We can even iterate through data in views. For example, let’s say in we want to show all the recipes in the recipe index page. First, we might assign all the recipes into an instance variable in the recipes/index route:

# controllers/application_controller.rb

get '/recipes/' do
  @recipes = Recipe.all
  erb :'recipes/index'

Then, iterate over the recipes in the recipes/index.erb template:

# views/recipes/index.erb

<h1>All Recipes</h1>
<% @recipes.each.do |recipe| %>
    <a href="../recipes/<%= recipe.id %>"><%= recipe.title %></a>
<% end %>

Notice how we also linked to the recipe page using the recipe id, which will be processed by the get '/recipes/:id' route. Pretty cool.

Note that these instance variables do not need to be objects from models; they can be any variable that you want to assign and use in the view.

Now that we know how to get and use data from the URL, let’s take a look at processing data that gets sent through forms via the POST method.

Passing data with forms and catching it with ‘post’ routes

Receiving user-input data from forms is the key to building web apps. We just need to correctly hook up your forms to our controllers. Let’s keep going with our recipe example–this time we’re going to create a recipe, so the first thing we’ll need is a basic form and route that will render it.

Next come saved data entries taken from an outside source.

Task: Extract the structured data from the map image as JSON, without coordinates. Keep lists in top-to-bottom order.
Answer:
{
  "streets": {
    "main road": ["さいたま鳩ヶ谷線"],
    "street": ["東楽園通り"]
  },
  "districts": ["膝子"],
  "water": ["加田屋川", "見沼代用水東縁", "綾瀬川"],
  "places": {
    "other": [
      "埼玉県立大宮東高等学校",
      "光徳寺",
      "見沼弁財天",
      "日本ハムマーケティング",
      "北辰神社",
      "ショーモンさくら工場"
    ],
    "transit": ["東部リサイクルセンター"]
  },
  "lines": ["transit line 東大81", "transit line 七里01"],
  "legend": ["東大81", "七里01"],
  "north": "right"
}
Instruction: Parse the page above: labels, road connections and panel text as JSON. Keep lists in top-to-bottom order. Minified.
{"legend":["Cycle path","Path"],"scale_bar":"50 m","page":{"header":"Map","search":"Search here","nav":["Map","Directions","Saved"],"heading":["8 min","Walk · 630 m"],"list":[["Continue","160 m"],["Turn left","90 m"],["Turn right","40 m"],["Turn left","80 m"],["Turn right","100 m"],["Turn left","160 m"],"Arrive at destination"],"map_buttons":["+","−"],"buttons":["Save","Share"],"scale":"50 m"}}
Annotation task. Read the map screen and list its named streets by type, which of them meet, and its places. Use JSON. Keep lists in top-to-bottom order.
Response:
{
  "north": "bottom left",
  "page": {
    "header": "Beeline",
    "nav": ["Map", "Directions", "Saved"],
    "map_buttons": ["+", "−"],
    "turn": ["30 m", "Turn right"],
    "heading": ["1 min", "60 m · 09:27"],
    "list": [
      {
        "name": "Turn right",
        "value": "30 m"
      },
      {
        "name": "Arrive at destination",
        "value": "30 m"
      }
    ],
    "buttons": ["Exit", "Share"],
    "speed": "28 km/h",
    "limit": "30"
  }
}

Setting up the route is as simple as connecting the URL for a new recipe post to the proper view, which is going to contain our form. In this case, let’s say we want the url to be tastybitees.com/recipes/new:

# app/controllers/application_controller.rb

get '/recipes/new' do
  erb :'recipes/new'

Next, inside the views/recipes/new.erb file, we’ll set up a basic form:

# views/recipes/new.erb

<form method='POST' action='/recipes'> 
  <label for="title">Title</label>
  <input type="text" name="title">

  <label for="description">Description</label>
  <textarea name="description"></textarea>

  <label for="ingredients">Ingredients</label>
  <textarea name="ingredients"></textarea>

  <label for="method">How to Cook</label>
  <textarea name="method"></textarea>

  <input type="submit" value="Submit">

The <form method='POST' action='/recipes'> line is very important for setting up the route. The action attribute tells the controller what part of the code (that is, which route) should handle the form. Think of it like an address. The method attribute is simply how it’s going to get there, in this case via POST.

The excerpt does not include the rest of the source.